Der Rangierleiter kommt mit guten Nachrichten zurück, denn es können alle Waggons abgezogen werden. Mit den neuen Waggons am Haken ziehen wir die leeren Waggons ab und schieben sie auf das Gleis Richtung Insel. Danach können die neuen Waggons zugestellt werden. Bis jedoch jeder Waggon seinen endgültigen Standplatz hat sind viele vorsichtige (Bildröhren) Rangierbewegungen notwendig, wobei jedes Mal der Bahnübergang gesichert werden muß. Dabei kann es passieren, daß die Lok genau mitten auf der Straße längere Zeit stehen bleibt, was den autofahrenden Zeitgenossen die warten müßen gar nicht paßt.
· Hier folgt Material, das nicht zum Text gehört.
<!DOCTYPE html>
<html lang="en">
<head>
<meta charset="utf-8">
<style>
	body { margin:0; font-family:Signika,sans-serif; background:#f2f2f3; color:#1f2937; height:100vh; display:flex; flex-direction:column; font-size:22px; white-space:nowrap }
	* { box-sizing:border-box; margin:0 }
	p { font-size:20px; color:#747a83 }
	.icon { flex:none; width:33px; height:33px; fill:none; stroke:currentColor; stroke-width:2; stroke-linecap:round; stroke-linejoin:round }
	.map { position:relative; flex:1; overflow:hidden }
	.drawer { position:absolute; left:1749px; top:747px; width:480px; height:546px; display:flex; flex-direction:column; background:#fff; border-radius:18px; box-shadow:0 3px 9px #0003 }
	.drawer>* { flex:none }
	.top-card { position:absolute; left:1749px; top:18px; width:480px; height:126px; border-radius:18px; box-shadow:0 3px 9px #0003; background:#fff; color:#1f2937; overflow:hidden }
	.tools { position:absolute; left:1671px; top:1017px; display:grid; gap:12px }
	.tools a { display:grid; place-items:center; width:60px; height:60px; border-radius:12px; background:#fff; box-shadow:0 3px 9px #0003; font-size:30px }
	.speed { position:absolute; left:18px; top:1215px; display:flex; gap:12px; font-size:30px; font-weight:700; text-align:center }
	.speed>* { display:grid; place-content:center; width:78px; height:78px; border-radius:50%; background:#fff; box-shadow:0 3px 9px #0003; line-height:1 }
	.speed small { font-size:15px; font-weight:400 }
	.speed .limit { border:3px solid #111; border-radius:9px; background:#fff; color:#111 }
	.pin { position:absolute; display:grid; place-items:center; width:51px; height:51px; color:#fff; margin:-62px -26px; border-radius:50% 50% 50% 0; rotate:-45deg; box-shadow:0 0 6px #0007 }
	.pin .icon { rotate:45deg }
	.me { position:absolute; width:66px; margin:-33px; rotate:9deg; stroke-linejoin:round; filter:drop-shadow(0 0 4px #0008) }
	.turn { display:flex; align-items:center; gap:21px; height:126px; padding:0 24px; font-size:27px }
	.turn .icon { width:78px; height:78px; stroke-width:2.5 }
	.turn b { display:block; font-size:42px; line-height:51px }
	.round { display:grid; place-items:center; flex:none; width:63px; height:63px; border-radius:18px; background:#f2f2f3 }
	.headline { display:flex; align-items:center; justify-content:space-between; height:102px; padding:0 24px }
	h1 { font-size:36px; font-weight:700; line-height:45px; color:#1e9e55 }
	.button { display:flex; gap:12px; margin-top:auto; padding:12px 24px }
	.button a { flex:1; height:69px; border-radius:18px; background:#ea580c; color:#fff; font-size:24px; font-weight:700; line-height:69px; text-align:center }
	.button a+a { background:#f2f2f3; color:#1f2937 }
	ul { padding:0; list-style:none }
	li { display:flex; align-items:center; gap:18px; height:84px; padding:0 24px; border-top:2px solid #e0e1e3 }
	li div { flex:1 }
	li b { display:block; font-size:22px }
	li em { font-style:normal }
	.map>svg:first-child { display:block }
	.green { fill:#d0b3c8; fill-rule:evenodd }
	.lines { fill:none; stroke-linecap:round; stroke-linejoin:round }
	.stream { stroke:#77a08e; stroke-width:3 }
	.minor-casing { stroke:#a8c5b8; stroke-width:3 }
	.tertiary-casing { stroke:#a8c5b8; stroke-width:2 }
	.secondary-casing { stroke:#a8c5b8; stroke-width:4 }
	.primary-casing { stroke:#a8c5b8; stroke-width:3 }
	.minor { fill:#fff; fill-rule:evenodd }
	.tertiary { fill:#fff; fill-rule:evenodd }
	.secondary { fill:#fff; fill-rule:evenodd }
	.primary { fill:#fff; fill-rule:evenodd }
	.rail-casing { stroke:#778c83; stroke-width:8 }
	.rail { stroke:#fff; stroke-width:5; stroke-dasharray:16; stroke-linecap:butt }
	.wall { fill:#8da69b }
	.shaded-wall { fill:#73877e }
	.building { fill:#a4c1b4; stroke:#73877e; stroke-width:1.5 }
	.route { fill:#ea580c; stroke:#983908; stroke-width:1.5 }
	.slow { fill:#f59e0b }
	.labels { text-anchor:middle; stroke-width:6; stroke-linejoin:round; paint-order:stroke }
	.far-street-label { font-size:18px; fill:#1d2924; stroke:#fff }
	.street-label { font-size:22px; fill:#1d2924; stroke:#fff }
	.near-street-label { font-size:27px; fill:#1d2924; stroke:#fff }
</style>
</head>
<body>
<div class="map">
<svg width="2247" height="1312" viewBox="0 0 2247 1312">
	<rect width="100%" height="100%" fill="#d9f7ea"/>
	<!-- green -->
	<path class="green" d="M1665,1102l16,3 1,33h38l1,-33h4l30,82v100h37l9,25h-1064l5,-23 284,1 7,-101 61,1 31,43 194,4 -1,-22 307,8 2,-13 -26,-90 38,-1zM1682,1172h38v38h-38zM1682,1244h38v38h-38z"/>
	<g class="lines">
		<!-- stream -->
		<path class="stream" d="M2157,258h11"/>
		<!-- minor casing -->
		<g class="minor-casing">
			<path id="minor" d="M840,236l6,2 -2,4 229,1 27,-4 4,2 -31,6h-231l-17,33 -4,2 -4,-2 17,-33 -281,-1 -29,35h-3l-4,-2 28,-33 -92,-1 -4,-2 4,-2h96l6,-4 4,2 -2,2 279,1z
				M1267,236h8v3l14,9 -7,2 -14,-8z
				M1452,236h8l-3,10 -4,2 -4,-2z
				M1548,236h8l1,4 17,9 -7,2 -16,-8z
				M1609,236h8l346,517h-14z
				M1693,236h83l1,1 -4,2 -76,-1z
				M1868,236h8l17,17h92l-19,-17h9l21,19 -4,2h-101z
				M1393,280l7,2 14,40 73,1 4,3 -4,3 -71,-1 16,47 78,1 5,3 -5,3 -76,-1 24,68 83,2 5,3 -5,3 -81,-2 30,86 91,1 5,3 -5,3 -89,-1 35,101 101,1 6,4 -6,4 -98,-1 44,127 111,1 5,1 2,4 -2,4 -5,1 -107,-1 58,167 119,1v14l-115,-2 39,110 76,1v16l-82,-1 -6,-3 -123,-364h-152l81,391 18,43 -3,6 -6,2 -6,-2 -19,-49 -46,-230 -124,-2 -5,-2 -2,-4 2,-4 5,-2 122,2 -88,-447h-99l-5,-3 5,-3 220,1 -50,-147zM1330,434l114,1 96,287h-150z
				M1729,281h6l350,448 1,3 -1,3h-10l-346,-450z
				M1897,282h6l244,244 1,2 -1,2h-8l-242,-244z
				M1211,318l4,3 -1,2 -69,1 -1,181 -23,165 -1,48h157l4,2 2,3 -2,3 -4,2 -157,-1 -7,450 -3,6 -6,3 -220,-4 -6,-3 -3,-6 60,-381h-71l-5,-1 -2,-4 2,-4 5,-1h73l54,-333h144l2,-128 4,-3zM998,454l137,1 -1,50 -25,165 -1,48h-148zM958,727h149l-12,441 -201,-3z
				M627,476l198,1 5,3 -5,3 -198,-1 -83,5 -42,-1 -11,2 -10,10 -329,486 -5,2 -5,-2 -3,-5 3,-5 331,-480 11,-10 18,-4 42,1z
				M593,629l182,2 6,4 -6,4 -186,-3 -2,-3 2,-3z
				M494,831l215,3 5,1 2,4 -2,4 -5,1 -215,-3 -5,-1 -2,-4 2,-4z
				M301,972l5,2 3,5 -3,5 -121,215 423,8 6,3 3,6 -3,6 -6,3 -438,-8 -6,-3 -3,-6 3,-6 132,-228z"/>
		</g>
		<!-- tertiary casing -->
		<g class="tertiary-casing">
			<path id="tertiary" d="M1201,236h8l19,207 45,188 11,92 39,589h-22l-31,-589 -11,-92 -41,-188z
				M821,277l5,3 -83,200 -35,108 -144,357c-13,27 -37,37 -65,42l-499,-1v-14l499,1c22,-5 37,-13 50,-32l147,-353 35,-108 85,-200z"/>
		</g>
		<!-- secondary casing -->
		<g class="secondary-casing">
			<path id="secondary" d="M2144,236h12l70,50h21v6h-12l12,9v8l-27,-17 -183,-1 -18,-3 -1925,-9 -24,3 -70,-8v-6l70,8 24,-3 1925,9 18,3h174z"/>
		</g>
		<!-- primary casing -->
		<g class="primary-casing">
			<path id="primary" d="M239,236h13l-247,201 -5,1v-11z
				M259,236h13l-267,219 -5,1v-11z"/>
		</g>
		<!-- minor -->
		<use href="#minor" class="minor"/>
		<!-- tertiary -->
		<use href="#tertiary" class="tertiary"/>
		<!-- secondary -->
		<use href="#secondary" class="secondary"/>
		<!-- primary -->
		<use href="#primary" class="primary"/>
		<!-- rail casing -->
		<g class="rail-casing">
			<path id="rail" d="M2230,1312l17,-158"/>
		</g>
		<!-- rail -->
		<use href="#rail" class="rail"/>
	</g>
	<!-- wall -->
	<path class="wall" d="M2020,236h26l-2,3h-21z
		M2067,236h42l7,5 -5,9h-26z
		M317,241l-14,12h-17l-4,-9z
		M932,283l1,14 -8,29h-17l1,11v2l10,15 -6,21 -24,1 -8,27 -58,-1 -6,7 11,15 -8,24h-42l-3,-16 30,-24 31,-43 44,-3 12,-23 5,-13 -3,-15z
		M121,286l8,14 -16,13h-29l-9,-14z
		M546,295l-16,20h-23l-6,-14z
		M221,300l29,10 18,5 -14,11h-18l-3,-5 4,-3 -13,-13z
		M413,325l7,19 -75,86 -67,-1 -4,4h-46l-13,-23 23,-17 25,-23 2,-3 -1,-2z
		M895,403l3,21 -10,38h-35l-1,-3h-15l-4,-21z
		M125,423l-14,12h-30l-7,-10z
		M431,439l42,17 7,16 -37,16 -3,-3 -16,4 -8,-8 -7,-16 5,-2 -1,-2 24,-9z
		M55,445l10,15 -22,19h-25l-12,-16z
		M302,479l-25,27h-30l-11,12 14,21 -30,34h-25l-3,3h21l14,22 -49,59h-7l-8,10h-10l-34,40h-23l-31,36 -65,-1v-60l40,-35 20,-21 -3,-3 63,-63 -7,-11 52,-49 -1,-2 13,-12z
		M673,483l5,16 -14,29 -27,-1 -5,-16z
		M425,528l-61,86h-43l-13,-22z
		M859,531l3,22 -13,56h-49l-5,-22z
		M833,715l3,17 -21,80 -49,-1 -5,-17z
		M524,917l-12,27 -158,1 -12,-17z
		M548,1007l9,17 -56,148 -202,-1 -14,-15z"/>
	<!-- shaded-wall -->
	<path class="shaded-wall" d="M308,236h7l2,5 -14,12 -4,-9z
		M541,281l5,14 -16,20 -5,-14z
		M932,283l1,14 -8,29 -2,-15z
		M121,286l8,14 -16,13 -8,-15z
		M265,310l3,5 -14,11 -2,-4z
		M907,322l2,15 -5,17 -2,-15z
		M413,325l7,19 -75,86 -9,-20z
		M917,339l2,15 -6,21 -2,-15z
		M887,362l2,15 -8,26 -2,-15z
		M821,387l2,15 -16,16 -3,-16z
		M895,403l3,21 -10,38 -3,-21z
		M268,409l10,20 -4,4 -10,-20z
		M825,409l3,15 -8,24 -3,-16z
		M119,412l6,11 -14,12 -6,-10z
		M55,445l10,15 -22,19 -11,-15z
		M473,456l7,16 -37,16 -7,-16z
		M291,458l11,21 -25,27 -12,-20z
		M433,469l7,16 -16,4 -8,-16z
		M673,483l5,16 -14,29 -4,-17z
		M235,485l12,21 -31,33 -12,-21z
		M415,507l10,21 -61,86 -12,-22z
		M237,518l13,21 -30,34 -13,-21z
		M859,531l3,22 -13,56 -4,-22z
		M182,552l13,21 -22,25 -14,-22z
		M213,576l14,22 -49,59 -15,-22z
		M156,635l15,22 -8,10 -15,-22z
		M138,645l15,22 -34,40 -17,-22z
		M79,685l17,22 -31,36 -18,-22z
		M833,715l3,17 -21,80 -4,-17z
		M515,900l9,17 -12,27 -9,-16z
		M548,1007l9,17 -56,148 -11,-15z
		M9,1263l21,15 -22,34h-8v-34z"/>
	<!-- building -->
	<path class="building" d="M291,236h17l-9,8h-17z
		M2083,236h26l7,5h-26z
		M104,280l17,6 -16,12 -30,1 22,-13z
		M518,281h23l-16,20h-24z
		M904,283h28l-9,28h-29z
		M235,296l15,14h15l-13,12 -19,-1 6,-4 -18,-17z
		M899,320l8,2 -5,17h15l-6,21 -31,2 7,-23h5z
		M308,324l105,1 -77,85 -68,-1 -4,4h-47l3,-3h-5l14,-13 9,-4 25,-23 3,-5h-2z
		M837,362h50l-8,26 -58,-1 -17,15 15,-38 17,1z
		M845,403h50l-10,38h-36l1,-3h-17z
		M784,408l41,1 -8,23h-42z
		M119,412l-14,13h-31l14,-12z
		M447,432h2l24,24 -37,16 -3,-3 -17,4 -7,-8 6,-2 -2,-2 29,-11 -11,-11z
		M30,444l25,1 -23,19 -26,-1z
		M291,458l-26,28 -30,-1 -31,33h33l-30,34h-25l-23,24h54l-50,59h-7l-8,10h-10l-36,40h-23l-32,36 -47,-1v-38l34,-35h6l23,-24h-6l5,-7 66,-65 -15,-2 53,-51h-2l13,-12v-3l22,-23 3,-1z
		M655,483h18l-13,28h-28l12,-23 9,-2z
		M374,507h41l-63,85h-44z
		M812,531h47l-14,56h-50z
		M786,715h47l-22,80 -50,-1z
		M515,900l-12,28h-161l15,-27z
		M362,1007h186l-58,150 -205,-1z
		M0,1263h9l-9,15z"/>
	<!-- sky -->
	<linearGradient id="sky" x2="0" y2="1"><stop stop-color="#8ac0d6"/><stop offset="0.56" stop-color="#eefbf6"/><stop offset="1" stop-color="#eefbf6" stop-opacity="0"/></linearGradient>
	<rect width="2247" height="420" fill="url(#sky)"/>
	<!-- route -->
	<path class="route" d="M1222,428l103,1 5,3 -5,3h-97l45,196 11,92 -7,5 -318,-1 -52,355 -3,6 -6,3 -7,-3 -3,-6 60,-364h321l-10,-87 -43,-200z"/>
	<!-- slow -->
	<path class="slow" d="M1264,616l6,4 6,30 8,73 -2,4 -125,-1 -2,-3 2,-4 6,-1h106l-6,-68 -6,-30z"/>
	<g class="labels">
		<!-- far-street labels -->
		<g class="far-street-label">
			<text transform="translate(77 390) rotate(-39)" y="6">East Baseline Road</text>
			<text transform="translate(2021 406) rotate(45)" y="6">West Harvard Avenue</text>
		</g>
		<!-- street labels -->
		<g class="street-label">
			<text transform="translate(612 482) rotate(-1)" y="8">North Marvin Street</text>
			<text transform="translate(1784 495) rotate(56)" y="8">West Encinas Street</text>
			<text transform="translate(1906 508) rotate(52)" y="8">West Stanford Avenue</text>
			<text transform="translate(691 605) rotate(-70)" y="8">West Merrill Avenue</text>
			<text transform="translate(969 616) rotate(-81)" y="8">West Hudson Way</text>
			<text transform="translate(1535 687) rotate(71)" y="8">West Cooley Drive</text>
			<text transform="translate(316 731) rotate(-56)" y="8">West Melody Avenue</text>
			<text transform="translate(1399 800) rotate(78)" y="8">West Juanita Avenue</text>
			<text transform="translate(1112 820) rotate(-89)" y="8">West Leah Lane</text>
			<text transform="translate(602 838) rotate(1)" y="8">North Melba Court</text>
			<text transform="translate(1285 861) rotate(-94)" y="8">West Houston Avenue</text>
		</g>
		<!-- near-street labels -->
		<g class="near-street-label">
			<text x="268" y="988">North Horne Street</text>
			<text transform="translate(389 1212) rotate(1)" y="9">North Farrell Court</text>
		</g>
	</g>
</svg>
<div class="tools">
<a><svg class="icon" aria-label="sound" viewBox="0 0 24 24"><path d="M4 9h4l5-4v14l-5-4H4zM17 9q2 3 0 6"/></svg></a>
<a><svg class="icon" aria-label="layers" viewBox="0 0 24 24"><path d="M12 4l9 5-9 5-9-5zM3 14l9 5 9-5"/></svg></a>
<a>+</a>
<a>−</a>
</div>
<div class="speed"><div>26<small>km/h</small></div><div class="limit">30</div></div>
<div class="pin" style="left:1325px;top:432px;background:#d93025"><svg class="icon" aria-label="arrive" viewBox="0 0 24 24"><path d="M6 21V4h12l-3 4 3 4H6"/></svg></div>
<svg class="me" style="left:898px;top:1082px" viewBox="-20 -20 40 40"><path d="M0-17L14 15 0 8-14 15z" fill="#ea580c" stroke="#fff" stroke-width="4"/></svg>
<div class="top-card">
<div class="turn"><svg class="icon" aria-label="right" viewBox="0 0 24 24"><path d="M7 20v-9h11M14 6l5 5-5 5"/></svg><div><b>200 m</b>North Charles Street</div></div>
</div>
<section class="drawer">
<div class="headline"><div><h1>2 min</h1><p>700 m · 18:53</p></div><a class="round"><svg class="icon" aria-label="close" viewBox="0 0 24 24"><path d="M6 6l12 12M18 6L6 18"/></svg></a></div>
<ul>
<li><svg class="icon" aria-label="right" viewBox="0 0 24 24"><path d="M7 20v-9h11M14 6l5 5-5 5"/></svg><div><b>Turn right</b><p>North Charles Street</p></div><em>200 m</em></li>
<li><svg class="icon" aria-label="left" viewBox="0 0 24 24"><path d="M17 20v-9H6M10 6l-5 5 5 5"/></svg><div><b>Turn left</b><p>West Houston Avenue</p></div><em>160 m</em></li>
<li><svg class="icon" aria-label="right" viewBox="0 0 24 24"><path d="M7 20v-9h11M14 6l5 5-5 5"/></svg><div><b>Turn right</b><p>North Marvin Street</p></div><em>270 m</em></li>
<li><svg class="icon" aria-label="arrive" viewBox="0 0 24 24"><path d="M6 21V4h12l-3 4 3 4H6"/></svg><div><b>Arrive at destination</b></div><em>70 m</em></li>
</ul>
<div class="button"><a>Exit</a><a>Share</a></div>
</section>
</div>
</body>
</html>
Und die ihren Unmut mit eindeutigen Gesten äußern. Bald ist es geschafft und wir schieben die leeren Waggons zurück zur auf das zweite Gleis der Insel und nehmen die dort wartenden 3 Hbbis Waggons mit. Sie sind für eine große Druckerei bestimmt wo mehrere Tageszeitungen gedruckt werden und sind mit großen Papierrollen beladen.

Vor der Weiche werden die 3 mitgebrachten Hbbis abgekuppelt und wir fahren in den Anschluß um die leeren Waggons herauszuholen und kuppeln diese an die vollen. Weil der Anschluß kurz ist und es bergab geht, werden die Luftleitungen auch gekuppelt und nachdem der Hauptluftbehälter Druck wieder 5 Bar erreicht hat schieben wir die ganze Fuhre in den Anschluß. Hier gibt es eine gute Kantine in der wir gern gesehene Gäste sind. Deshalb Maschine abstellen, Handbremse anziehen und auf gehts zum 2.Vesper.
Gut gestärkt geht es dann später zurück zur Insel. Dort stellen wir der Spedition 2 Waggons zu und holen bei der Pressenfabrik einen Waggon ab den wir in einen anderen Anschluß der Pressenfabrik auf dem Gelände des ehemaligen AW Esslingen bringen. Dann geht es Lokomotive voraus zurück zum Bahnhof. Dort werden die Wagons noch auf verschiedene Gleise verteilt.
Es ist inzwischen 11 Uhr 30, ich mache den Abschlußdienst und stelle die Lok ab. Mit dem Rangierpersonal gehe ich dann um 12.30 zum Personenbahnhof und mit der S-Bahn fahren wir nach Plochingen. Ich gehe inīs Bw, dort ist um 13 Uhr 31 Feierabend und mit dem Auto geht es nach Hause.